Le programme de croissance de l'Afrique, une priorité pour la présidence mexicaine du G-20

Addis-Abeba, Ethiopie (PANA) - Le Mexique s'est engagé à mettre à profit sa présidence du Groupe des 20 pays les plus industrialisés (G-20) pour s'assurer que les pays riches n'appliquent pas de politiques de nature à restreindre les échanges et l'accès aux marchés.

Roberto Marino, le représentant spécial de la présidence mexicaine du G-20, a déclaré à la presse à Addis-Abeba que des efforts étaient déployés pour convaincre les pays riches d'injecter plus de fonds dans la Banque africaine de développement (BAD).

Le G-20 est le forum visant à faire de la coopération économique internationale un élément de la reprise économique mondiale.

"Par le biais du G-20, nous fortifions les organisations comme celles qui se trouvent en Afrique.
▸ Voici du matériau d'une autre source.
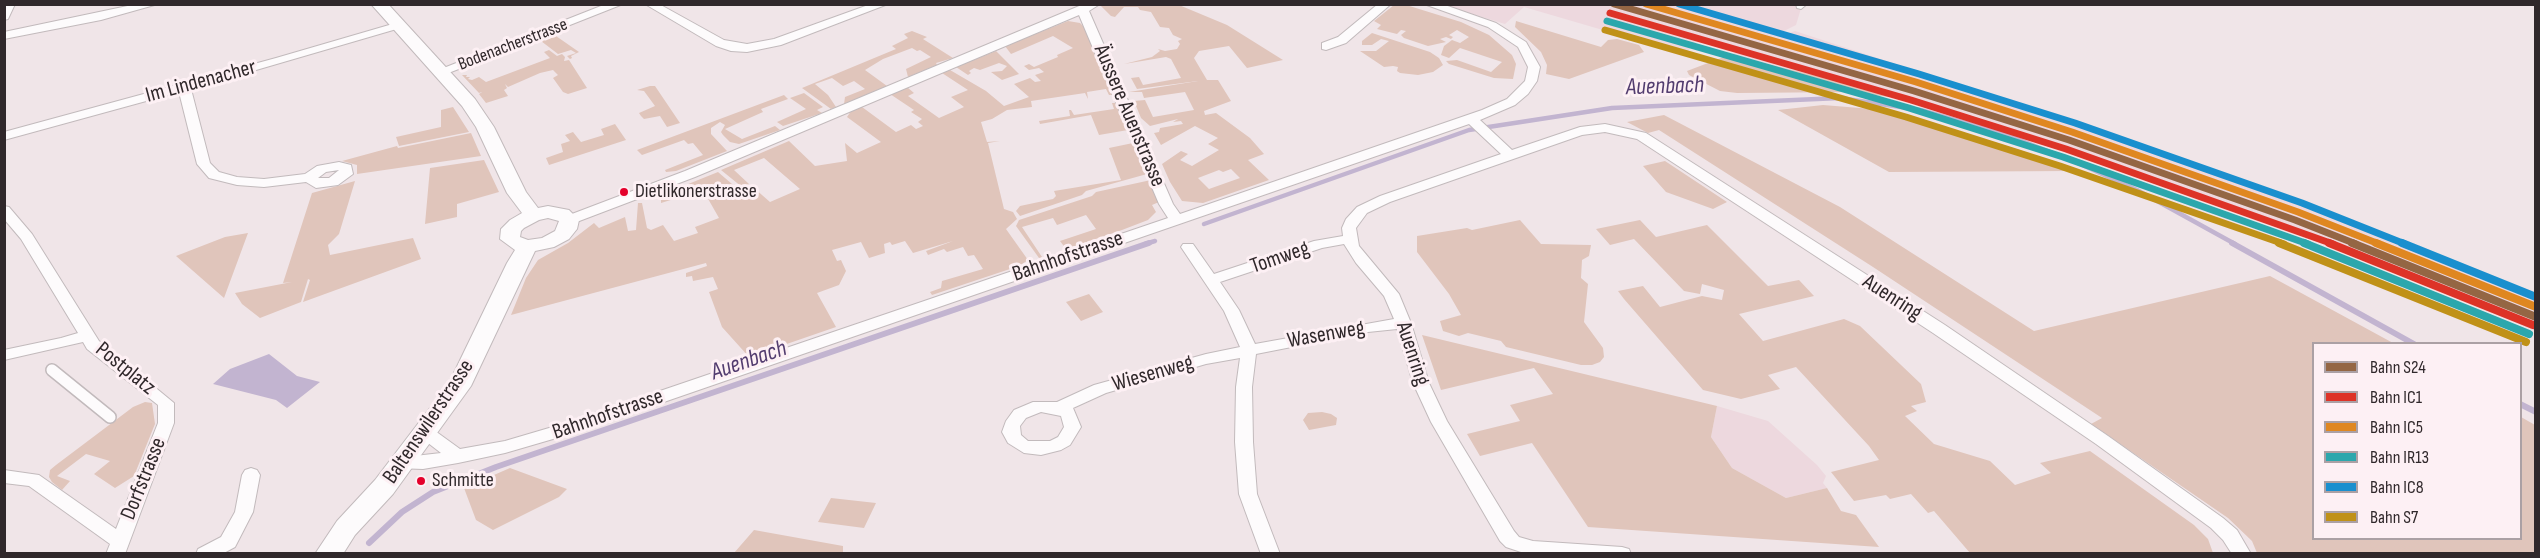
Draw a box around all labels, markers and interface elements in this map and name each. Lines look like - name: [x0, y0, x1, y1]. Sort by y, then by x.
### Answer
- street label: Bodenacherstrasse: [455, 14, 571, 76]
- street label: Äussere Auenstrasse: [1087, 41, 1171, 191]
- street label: Im Lindenacher: [143, 55, 259, 109]
- water label: Auenbach: [1625, 71, 1705, 103]
- place label: Dietlikonerstrasse: [635, 180, 757, 204]
- marker: Dietlikonerstrasse: [618, 186, 630, 198]
- street label: Bahnhofstrasse: [1009, 226, 1127, 288]
- street label: Tomweg: [1247, 236, 1313, 280]
- street label: Auenring: [1857, 269, 1927, 327]
- street label: Wasenweg: [1285, 315, 1367, 355]
- street label: Auenring: [1389, 319, 1435, 389]
- water label: Auenbach: [707, 335, 791, 387]
- street label: Postplatz: [90, 337, 160, 401]
- legend: [2312, 342, 2522, 540]
- street label: Wiesenweg: [1109, 350, 1197, 398]
- street label: Baltenswilerstrasse: [378, 355, 480, 489]
- text: Bahn S24: [2370, 357, 2426, 378]
- street label: Bahnhofstrasse: [549, 384, 667, 446]
- text: Bahn IC1: [2370, 387, 2422, 408]
- text: Bahn IC5: [2370, 417, 2423, 438]
- street label: Dorfstrasse: [116, 434, 172, 524]
- text: Bahn IR13: [2370, 447, 2429, 468]
- place label: Schmitte: [432, 469, 494, 493]
- marker: Schmitte: [415, 475, 427, 487]
- text: Bahn IC8: [2370, 477, 2424, 498]
- text: Bahn S7: [2370, 507, 2418, 528]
Il est important d'augmenter les ressources de la BAD puisque cet effort est susceptible de générer de nouveaux échanges", a-t-il déclaré.

Le Mexique, qui était représenté aux réunions des ambassadeurs et des ministres du sommet de l'UA, a indiqué qu'il prévoyait de se servir de son leadership du G-20 pour mettre en place des politiques pour relancer l'économie mondiale.

"Nous avions le projet de prendre des mesures politiques pour placer l'économie mondiale sur la voie d'une croissance durable", a souligné M. Marino.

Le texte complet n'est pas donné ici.